The band quickly became known for its theatricality, creating characters and their own costumes. “I suggested we let Fee sing a few songs—we could dress him up,” Spooner remembers. After a show in which Waybill dressed as Carmen Miranda, complete with fresh fruit on his head, belting out “Brazil,” Spooner recalls, “We went, ‘This is a thing! This might work!’ So we kept it.”
One night in late 1972, Spooner and Evans were attending a party at Prince’s apartment when Evans told the guitarist about an article he had read about recording artists coming to San Francisco and recording with The Jefferson Airplane or The Dead.
“He said, ‘They smoked a lot a pot and had ashtrays full of cocaine. And it was just a bunch of white punks on dope,’” Spooner recalls. “Then he said, ‘That’s a great song title, don’t you think? Let’s sit down and write some lyrics for it.’ The apartment was so packed, the only place we could find was underneath Prairie’s kitchen table.”
The next morning, they presented their unusual lyrics to the band, in the back bedroom at the Noriega Hilton, where their manager had his office. “We woke up and Bill was all excited—they had stayed up too late and come up with this idea, but they didn’t have any music,” Steen remembers. “It had a shocking title, so we all went, ‘Oh… what?’” Steen had what would become the chorus melody as a riff, “kind of a blues tune, ‘Don’t let my paycheck down,’” he sings to the tune of “We’re white punks on dope.” The band rehearsed the song, as they typically did, in the basement of the house, and began playing it not long after, the song finding its long, jammy extension as time went on. “We’re in a band house, playing all day every day,” Steen says. “We had tons of parts trying to find a place for.” The “We’re white punks…” answer phrase soon became an anthemic chant from fans at shows.
The character delivering the song was one called “Rod Planet,” a cross between Rod Stewart and Robert Plant. “I wanted to do the quintessential cross-dressing rock star drug addict,” Waybill explains. “So I had this big wig, effeminate clothing and big shoes.” Rod evolved further on September 5, 1973, the first night of a three-night stand at The Matrix opening up for The New York Dolls. The Dolls showed up for soundcheck in full regalia—hair, makeup, women’s clothing, and BIG platform shoes. “I thought, ‘God, this is so pretentious,’” he says, “Well, I’ve gotta take the piss out of them.”
So Waybill went out and got four giant tomato juice cans, emptied the juice, and taped the cans to his boots with gaffer tape, covered it all with glue and sparkles. You know, 10-inch platform shoes! One of the Dolls, he thinks, also slipped him a Quaalude before he went on. “I was completely whacked!” Rod Planet thus became Quay Lewd, Waybill eventually adding other pieces to his spandex costume—including an 8-inch rubber dildo, hanging out from his crotch.
The band, by the way, had, a few months before, been forced to find a new name. “We were in that same back room, and somebody brought in an album by some group from the Northeast, called Beans,” released the previous year, says Steen.

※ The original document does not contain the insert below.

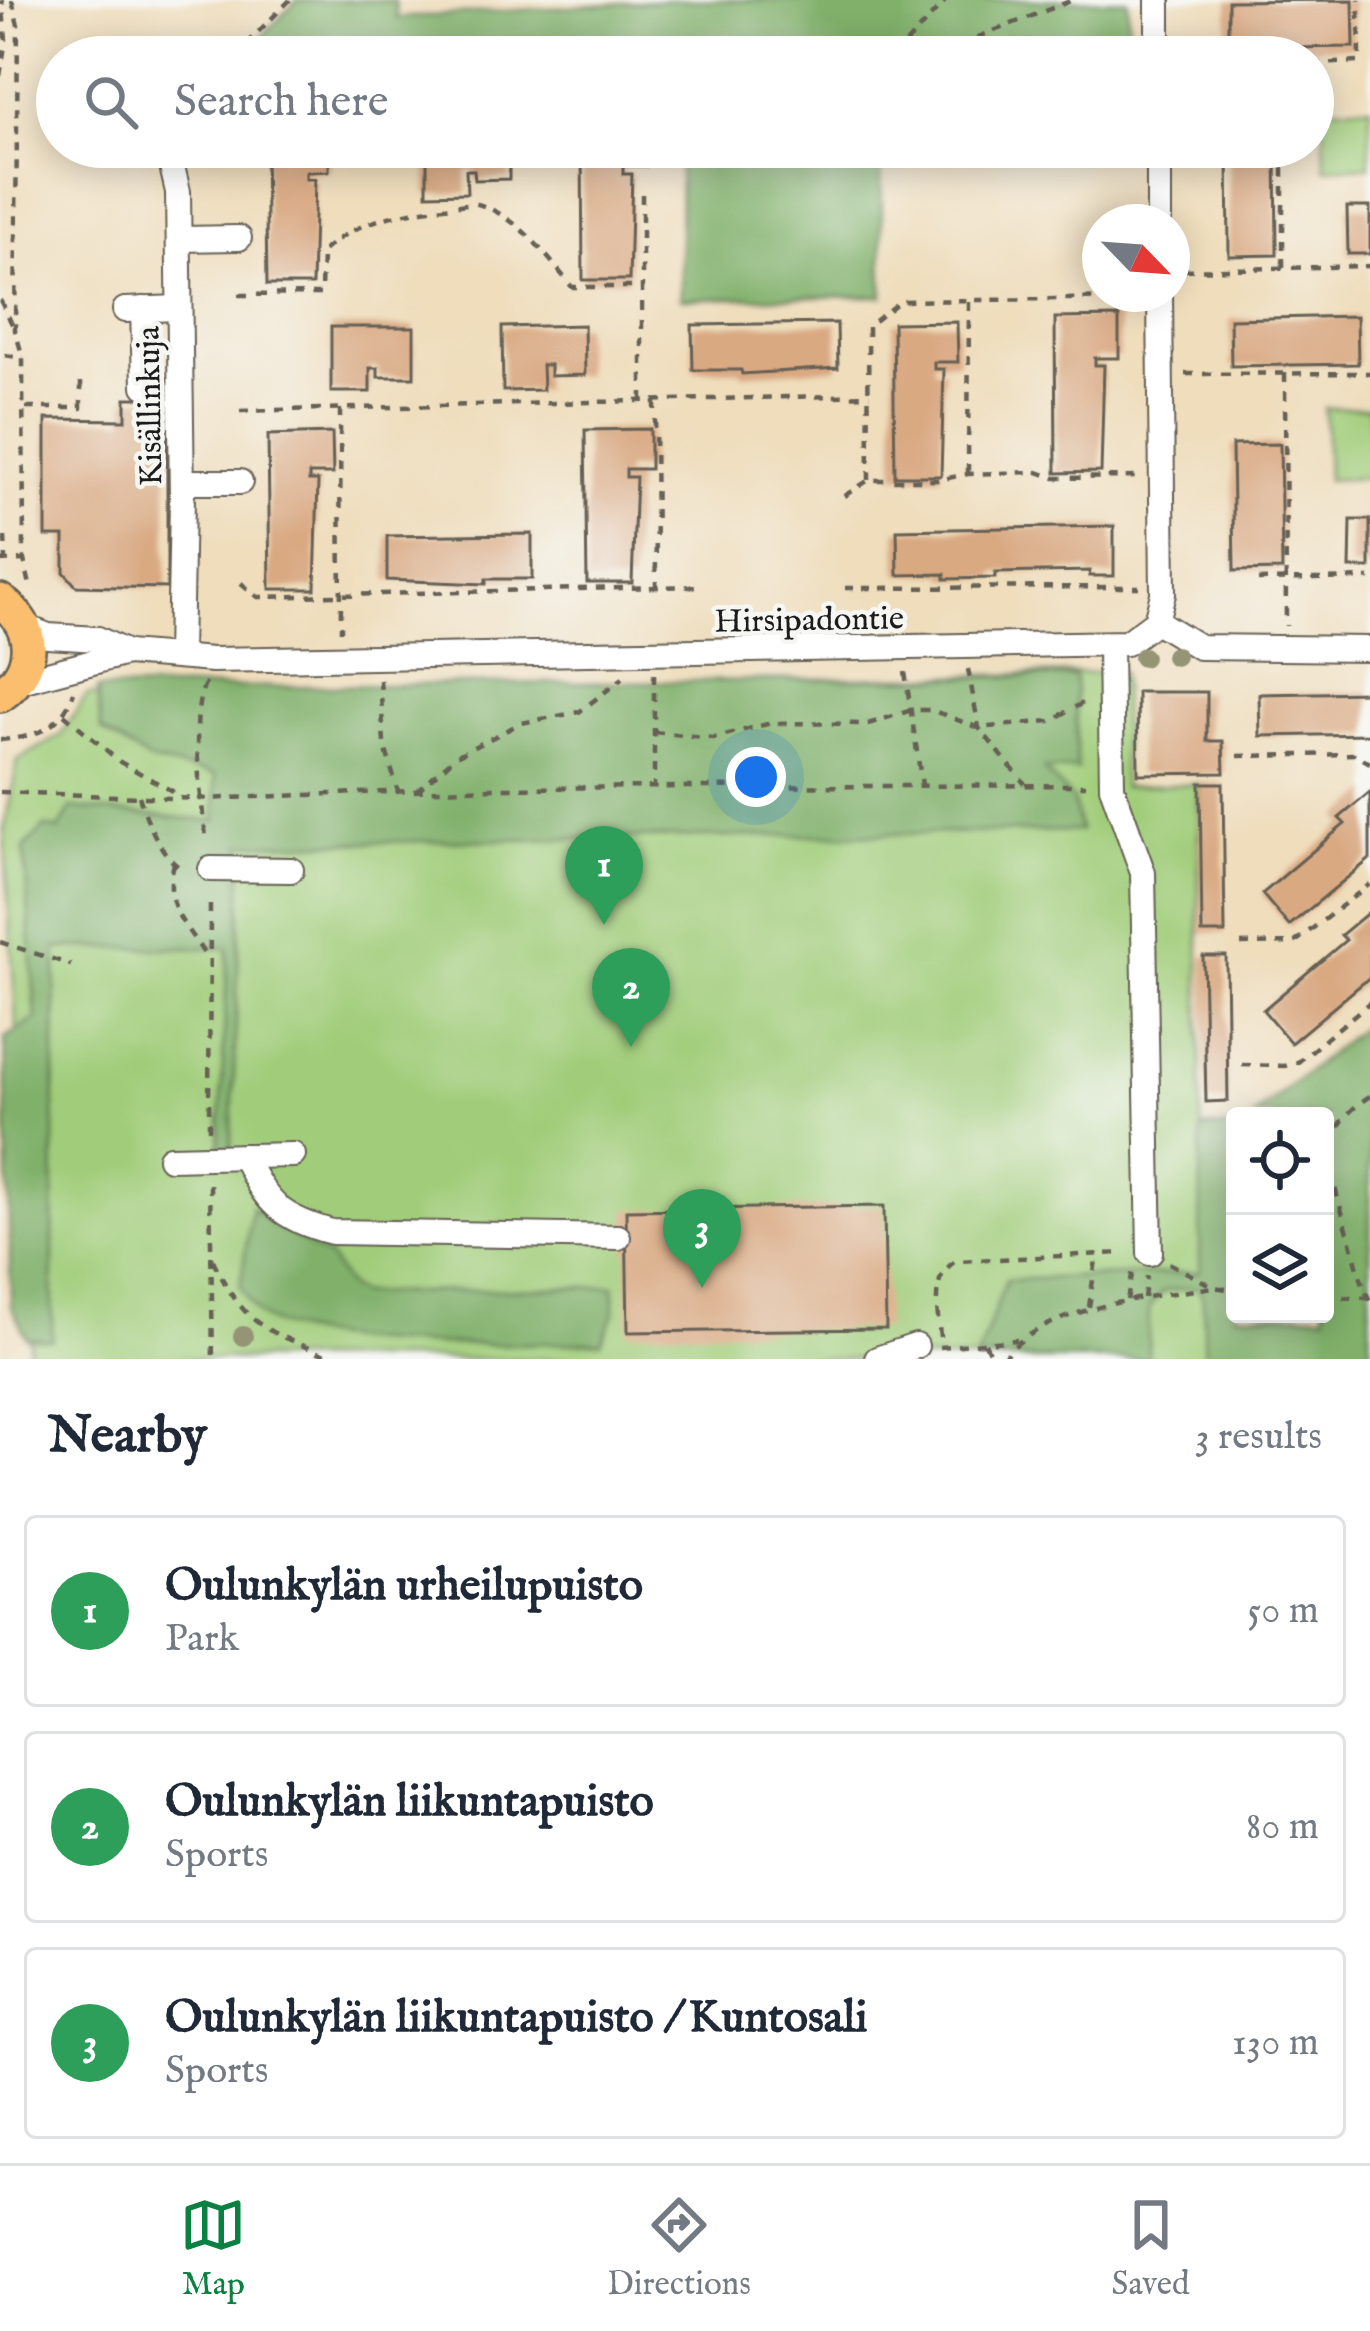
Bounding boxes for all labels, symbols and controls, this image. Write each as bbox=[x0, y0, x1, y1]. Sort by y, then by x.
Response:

Adds Prince, “It had a cartoon on the front cover of a guy eating beans, until they were coming out his ears.” So the fellas went through the laborious process of trying to find a name, writing on a blackboard names like “The Radarmen From Uranus” and “The Comic Ozzies,” among others. Cotten had suggested “Tubes, Rods and Bulbs” (based on parts of the eye), which was thrown into a hat, along with 100 others. Cotten’s apparently had been treated with mayonnaise – a favorite of house dog The Husky Baby Sandwich, who then pulled it out of the hat. The Tubes it was.
The Tubes had been sending out demos for a couple of years, typically with the same results. “They’d send them back,” says Spooner, “and if they’d had emojis back then, it would be a guy scratching his head: ‘What the fuck is this? Are they a show band? A punk band?’” A video demo, made with the help of choreographer Kenny Ortega, was made, drawing the attention of A & M Records A & R man Kip Cohen, who scouted the band at a gig in San Francisco. Not long after inviting Prince and Cotten to come paint the outside wall of A & M’s large studio building with flying records in Fall 1974, they were signed to the label. “I think it was a case of, “Okay, you take ‘em, because you need a weirdo band,” Spooner notes.
Producer Al Kooper had wrapped up work on the latest Lynyrd Skynyrd album, Nuthin’ Fancy, in early 1975, and, looking for his next project, queried a friend, Dorene Lauer, who worked with Cohen at A & M, to see if there were any acts in need of a producer. Kooper had actually heard one of The Tubes’ demos a few years earlier and loved it.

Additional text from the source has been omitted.